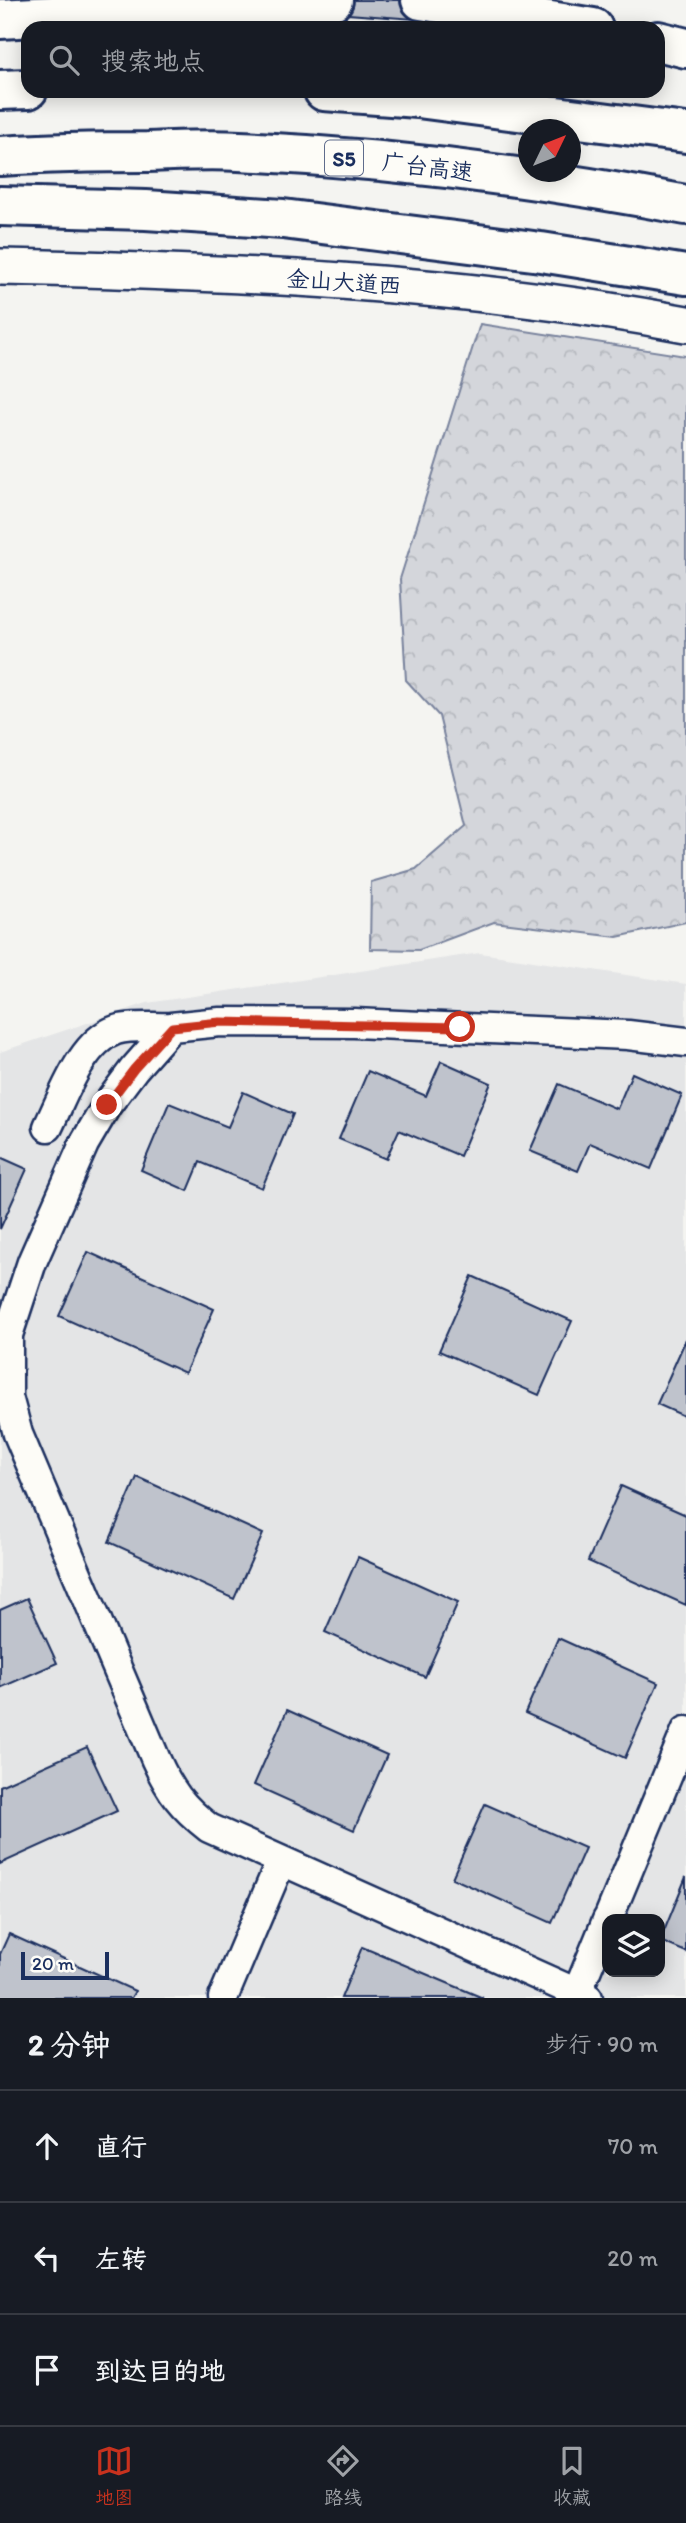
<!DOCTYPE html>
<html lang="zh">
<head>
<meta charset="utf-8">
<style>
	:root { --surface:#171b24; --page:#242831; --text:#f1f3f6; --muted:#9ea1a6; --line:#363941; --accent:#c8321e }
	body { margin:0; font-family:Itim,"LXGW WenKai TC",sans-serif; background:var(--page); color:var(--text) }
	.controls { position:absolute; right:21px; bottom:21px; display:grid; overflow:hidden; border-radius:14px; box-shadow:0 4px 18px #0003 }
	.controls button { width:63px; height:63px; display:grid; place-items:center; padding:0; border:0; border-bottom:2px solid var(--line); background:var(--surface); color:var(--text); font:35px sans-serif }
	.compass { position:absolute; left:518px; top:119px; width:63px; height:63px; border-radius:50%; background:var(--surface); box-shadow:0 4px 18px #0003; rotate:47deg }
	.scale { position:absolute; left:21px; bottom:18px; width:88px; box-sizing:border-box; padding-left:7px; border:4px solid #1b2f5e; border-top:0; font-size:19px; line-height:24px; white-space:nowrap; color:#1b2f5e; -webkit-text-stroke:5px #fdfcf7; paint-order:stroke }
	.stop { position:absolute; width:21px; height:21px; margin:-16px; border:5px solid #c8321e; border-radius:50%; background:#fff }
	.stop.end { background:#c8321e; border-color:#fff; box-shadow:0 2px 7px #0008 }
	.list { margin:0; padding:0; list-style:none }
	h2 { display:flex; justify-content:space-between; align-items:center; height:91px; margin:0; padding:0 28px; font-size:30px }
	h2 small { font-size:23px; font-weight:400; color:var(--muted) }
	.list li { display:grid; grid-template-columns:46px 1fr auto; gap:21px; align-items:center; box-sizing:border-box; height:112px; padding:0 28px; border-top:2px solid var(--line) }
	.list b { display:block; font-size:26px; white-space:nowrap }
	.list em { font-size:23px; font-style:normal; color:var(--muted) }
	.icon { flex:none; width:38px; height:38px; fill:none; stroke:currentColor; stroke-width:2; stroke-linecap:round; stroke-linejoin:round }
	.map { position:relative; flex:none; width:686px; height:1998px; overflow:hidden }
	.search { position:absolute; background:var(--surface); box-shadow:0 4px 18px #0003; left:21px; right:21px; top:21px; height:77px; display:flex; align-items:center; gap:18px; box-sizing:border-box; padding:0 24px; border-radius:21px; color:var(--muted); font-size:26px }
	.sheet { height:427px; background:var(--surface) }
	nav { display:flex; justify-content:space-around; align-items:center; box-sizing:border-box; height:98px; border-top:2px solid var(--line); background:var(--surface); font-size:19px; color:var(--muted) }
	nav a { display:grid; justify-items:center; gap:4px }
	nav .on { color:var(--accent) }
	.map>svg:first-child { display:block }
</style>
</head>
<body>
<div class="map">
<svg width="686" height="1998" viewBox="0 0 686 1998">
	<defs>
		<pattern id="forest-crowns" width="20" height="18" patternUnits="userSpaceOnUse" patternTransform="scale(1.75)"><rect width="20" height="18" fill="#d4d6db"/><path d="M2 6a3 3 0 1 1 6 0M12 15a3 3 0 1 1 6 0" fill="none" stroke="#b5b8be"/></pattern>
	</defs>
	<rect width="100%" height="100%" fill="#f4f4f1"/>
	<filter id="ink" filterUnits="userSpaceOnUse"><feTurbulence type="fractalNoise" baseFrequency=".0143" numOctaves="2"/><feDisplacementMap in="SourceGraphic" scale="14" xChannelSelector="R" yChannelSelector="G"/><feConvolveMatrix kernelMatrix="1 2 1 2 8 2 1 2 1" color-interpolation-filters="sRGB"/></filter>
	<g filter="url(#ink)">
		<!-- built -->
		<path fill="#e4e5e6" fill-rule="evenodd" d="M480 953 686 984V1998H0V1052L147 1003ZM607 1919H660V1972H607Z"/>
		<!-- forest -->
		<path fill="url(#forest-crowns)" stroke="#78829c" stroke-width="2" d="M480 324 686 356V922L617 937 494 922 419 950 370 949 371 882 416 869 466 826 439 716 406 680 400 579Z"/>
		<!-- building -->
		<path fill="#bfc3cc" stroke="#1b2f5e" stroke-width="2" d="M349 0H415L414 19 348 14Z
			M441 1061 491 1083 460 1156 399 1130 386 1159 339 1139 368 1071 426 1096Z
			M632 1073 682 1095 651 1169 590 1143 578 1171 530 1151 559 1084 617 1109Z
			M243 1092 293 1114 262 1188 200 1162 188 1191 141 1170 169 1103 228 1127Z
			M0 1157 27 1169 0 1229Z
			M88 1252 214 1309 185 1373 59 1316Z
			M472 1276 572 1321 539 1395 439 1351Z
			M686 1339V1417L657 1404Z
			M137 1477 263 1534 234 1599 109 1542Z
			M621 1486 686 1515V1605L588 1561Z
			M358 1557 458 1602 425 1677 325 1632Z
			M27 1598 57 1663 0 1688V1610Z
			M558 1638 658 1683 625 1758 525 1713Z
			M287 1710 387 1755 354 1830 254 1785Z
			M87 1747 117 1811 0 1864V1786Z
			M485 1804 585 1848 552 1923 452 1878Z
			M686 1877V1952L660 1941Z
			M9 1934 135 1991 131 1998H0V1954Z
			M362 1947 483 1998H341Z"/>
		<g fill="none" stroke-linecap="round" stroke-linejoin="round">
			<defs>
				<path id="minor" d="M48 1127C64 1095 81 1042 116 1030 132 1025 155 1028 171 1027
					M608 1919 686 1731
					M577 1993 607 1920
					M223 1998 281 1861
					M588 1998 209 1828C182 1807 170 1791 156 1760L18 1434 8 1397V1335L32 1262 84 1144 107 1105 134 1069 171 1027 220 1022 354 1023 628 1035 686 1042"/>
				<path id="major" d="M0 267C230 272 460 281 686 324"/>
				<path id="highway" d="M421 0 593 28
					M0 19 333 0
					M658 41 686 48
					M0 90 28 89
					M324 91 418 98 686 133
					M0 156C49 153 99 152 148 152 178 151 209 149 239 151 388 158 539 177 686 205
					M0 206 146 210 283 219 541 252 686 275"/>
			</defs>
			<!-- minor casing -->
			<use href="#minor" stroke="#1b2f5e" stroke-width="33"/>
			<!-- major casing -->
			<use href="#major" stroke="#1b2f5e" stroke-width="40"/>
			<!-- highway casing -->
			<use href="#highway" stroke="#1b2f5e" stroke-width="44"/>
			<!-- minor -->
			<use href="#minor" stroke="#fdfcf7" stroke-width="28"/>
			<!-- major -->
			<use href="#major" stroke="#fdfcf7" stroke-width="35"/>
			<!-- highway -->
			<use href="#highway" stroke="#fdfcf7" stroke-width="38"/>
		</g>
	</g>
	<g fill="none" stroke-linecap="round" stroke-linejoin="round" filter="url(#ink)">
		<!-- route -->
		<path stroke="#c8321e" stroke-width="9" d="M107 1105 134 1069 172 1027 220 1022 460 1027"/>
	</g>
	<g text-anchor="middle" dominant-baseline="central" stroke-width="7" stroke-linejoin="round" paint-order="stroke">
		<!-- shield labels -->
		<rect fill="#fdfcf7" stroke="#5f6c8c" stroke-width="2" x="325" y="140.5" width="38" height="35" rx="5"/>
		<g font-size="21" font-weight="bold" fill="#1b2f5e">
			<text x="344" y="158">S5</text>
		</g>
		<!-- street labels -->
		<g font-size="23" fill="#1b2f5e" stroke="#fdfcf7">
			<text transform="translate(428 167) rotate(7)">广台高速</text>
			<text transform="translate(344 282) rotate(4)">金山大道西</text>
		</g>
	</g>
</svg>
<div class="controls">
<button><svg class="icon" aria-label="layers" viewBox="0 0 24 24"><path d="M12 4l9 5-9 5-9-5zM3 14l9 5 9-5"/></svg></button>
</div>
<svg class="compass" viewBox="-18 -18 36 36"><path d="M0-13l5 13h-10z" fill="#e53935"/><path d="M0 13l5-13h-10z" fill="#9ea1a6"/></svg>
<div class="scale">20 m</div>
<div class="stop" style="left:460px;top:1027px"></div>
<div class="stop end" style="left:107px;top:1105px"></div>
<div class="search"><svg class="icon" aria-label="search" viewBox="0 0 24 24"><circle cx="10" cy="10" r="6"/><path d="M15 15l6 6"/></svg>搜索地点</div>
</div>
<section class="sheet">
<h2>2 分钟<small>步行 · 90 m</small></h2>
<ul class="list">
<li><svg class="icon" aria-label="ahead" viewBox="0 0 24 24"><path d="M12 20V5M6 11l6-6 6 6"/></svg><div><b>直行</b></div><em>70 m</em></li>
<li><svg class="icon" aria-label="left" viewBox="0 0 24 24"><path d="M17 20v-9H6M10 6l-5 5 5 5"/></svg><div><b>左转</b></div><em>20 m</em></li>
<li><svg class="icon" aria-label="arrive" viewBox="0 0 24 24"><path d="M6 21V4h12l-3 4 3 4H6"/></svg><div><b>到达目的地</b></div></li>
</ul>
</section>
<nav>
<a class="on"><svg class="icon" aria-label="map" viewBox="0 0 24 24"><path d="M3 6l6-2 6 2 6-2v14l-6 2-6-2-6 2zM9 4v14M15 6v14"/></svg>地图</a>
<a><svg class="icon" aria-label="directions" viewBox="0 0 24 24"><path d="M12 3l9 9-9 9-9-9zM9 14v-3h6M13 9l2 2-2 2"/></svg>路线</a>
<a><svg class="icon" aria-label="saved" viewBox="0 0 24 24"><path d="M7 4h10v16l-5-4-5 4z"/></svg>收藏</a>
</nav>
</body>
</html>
# # # #
Using the records above, please repeat the line with "<!-- route -->" and every line after it exactly, and give no other text.

_RESULT OF THE EXERCISE_
		<!-- route -->
		<path stroke="#c8321e" stroke-width="9" d="M107 1105 134 1069 172 1027 220 1022 460 1027"/>
	</g>
	<g text-anchor="middle" dominant-baseline="central" stroke-width="7" stroke-linejoin="round" paint-order="stroke">
		<!-- shield labels -->
		<rect fill="#fdfcf7" stroke="#5f6c8c" stroke-width="2" x="325" y="140.5" width="38" height="35" rx="5"/>
		<g font-size="21" font-weight="bold" fill="#1b2f5e">
			<text x="344" y="158">S5</text>
		</g>
		<!-- street labels -->
		<g font-size="23" fill="#1b2f5e" stroke="#fdfcf7">
			<text transform="translate(428 167) rotate(7)">广台高速</text>
			<text transform="translate(344 282) rotate(4)">金山大道西</text>
		</g>
	</g>
</svg>
<div class="controls">
<button><svg class="icon" aria-label="layers" viewBox="0 0 24 24"><path d="M12 4l9 5-9 5-9-5zM3 14l9 5 9-5"/></svg></button>
</div>
<svg class="compass" viewBox="-18 -18 36 36"><path d="M0-13l5 13h-10z" fill="#e53935"/><path d="M0 13l5-13h-10z" fill="#9ea1a6"/></svg>
<div class="scale">20 m</div>
<div class="stop" style="left:460px;top:1027px"></div>
<div class="stop end" style="left:107px;top:1105px"></div>
<div class="search"><svg class="icon" aria-label="search" viewBox="0 0 24 24"><circle cx="10" cy="10" r="6"/><path d="M15 15l6 6"/></svg>搜索地点</div>
</div>
<section class="sheet">
<h2>2 分钟<small>步行 · 90 m</small></h2>
<ul class="list">
<li><svg class="icon" aria-label="ahead" viewBox="0 0 24 24"><path d="M12 20V5M6 11l6-6 6 6"/></svg><div><b>直行</b></div><em>70 m</em></li>
<li><svg class="icon" aria-label="left" viewBox="0 0 24 24"><path d="M17 20v-9H6M10 6l-5 5 5 5"/></svg><div><b>左转</b></div><em>20 m</em></li>
<li><svg class="icon" aria-label="arrive" viewBox="0 0 24 24"><path d="M6 21V4h12l-3 4 3 4H6"/></svg><div><b>到达目的地</b></div></li>
</ul>
</section>
<nav>
<a class="on"><svg class="icon" aria-label="map" viewBox="0 0 24 24"><path d="M3 6l6-2 6 2 6-2v14l-6 2-6-2-6 2zM9 4v14M15 6v14"/></svg>地图</a>
<a><svg class="icon" aria-label="directions" viewBox="0 0 24 24"><path d="M12 3l9 9-9 9-9-9zM9 14v-3h6M13 9l2 2-2 2"/></svg>路线</a>
<a><svg class="icon" aria-label="saved" viewBox="0 0 24 24"><path d="M7 4h10v16l-5-4-5 4z"/></svg>收藏</a>
</nav>
</body>
</html>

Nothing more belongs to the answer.